TASK INSTRUCTIONS
Please copy exactly the lines from the first in the records through the line that contains "Summarize the content", but not the pictures.

● ● ● ● ● ● ●

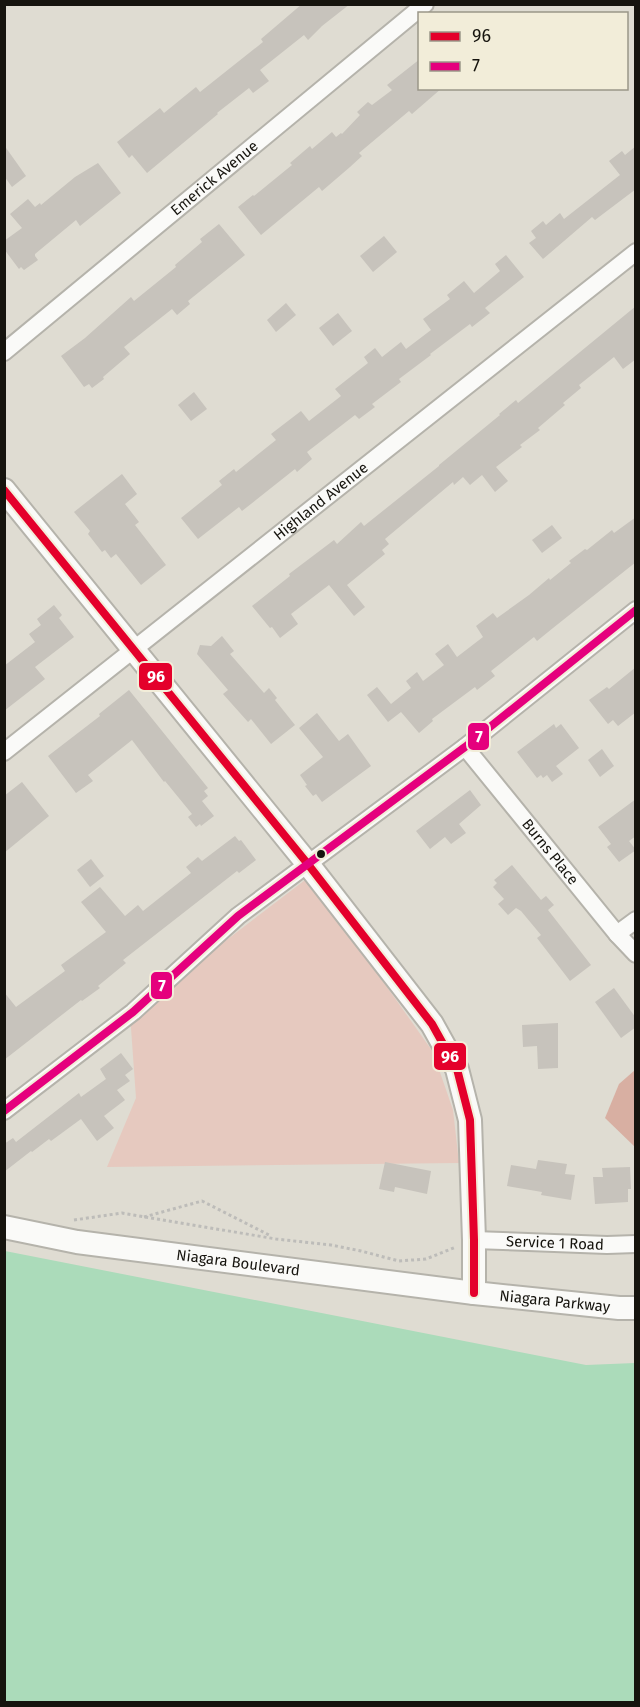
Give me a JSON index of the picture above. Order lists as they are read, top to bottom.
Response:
{
  "streets": {
    "main road": ["Niagara Boulevard", "Niagara Parkway"],
    "street": [
      "Emerick Avenue",
      "Highland Avenue",
      "Burns Place",
      "Service 1 Road"
    ]
  },
  "crossings": [
    ["Niagara Boulevard", "Niagara Parkway"]
  ],
  "lines": ["transit line 96", "transit line 7"],
  "legend": ["96", "7"]
}
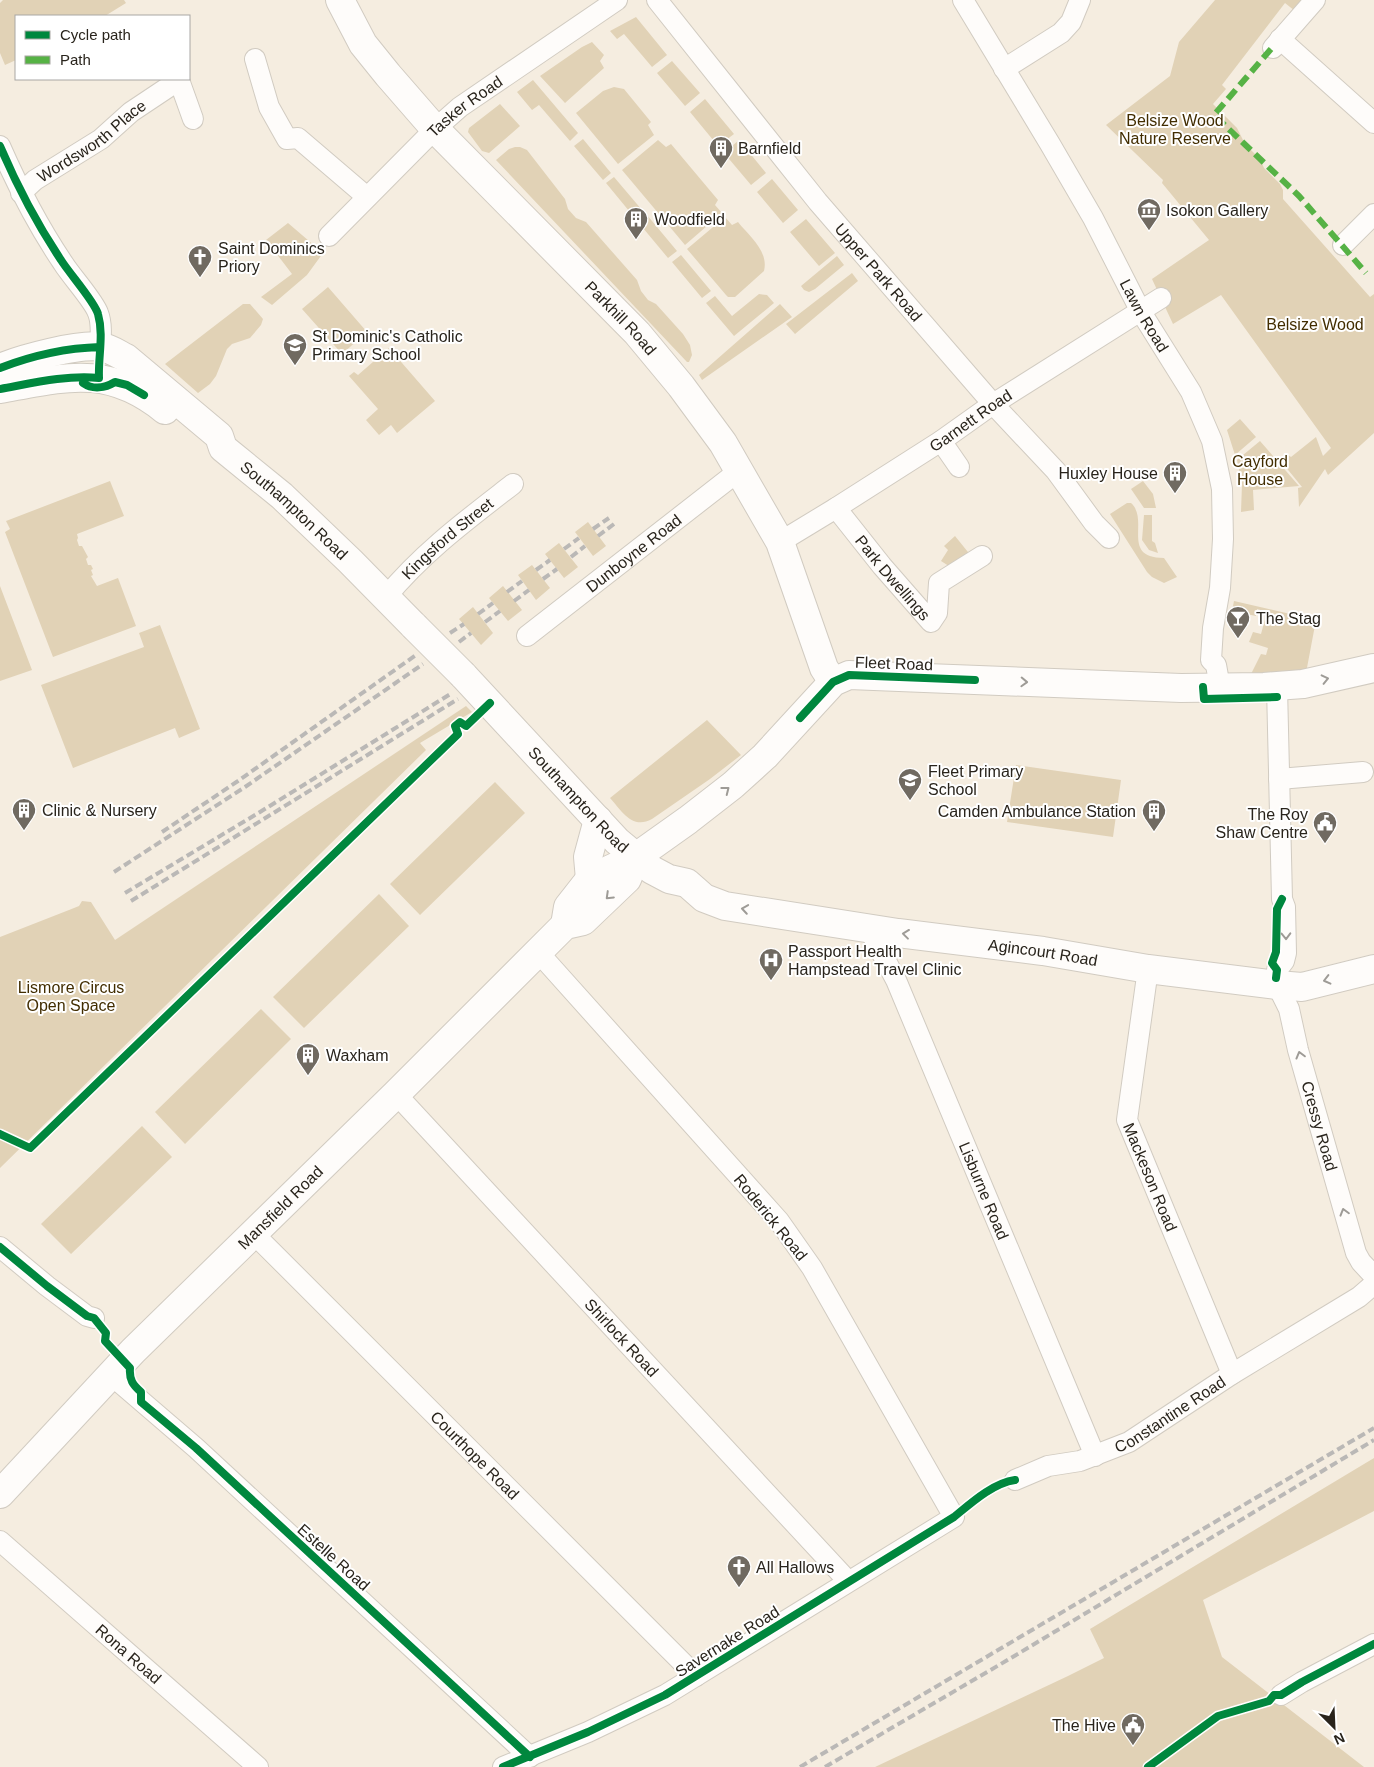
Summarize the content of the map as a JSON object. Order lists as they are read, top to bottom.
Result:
{
  "streets": {
    "main road": [
      "Parkhill Road",
      "Southampton Road",
      "Fleet Road",
      "Agincourt Road",
      "Mansfield Road"
    ],
    "street": [
      "Tasker Road",
      "Wordsworth Place",
      "Upper Park Road",
      "Lawn Road",
      "Garnett Road",
      "Kingsford Street",
      "Dunboyne Road",
      "Park Dwellings",
      "Cressy Road",
      "Mackeson Road",
      "Lisburne Road",
      "Roderick Road",
      "Shirlock Road",
      "Constantine Road",
      "Courthope Road",
      "Estelle Road",
      "Savernake Road",
      "Rona Road"
    ]
  },
  "crossings": [
    ["Tasker Road", "Parkhill Road"],
    ["Upper Park Road", "Garnett Road"],
    ["Lawn Road", "Garnett Road"],
    ["Lawn Road", "Fleet Road"],
    ["Parkhill Road", "Garnett Road"],
    ["Parkhill Road", "Dunboyne Road"],
    ["Parkhill Road", "Fleet Road"],
    ["Garnett Road", "Park Dwellings"],
    ["Southampton Road", "Kingsford Street"],
    ["Southampton Road", "Fleet Road"],
    ["Southampton Road", "Agincourt Road"],
    ["Southampton Road", "Mansfield Road"],
    ["Fleet Road", "Agincourt Road"],
    ["Fleet Road", "Mansfield Road"],
    ["Agincourt Road", "Cressy Road"],
    ["Agincourt Road", "Mackeson Road"],
    ["Agincourt Road", "Lisburne Road"],
    ["Agincourt Road", "Mansfield Road"],
    ["Mackeson Road", "Constantine Road"],
    ["Lisburne Road", "Constantine Road"],
    ["Mansfield Road", "Roderick Road"],
    ["Mansfield Road", "Shirlock Road"],
    ["Mansfield Road", "Courthope Road"],
    ["Mansfield Road", "Estelle Road"],
    ["Roderick Road", "Savernake Road"],
    ["Shirlock Road", "Savernake Road"],
    ["Courthope Road", "Savernake Road"],
    ["Estelle Road", "Savernake Road"]
  ],
  "one_way": ["Fleet Road", "Agincourt Road", "Cressy Road"],
  "parks": [
    "Belsize Wood Nature Reserve",
    "Belsize Wood",
    "Cayford House",
    "Lismore Circus Open Space"
  ],
  "places": {
    "building": [
      "Barnfield",
      "Woodfield",
      "Huxley House",
      "Clinic & Nursery",
      "Camden Ambulance Station",
      "Waxham"
    ],
    "museum": ["Isokon Gallery"],
    "church": ["Saint Dominics Priory", "All Hallows"],
    "school or university": ["St Dominic's Catholic Primary School", "Fleet Primary School"],
    "bar": ["The Stag"],
    "public building": ["The Roy Shaw Centre", "The Hive"],
    "hospital": ["Passport Health Hampstead Travel Clinic"]
  },
  "legend": ["Cycle path", "Path"],
  "north": "bottom right"
}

● ● ● ● ● ● ●

TASK ANSWER
Give me a JSON index of the picture above. Order lists as they are read, top to bottom.
Response:
{
  "streets": {
    "main road": ["Niagara Boulevard", "Niagara Parkway"],
    "street": [
      "Emerick Avenue",
      "Highland Avenue",
      "Burns Place",
      "Service 1 Road"
    ]
  },
  "crossings": [
    ["Niagara Boulevard", "Niagara Parkway"]
  ],
  "lines": ["transit line 96", "transit line 7"],
  "legend": ["96", "7"]
}
Summarize the content of the map as a JSON object. Order lists as they are read, top to bottom.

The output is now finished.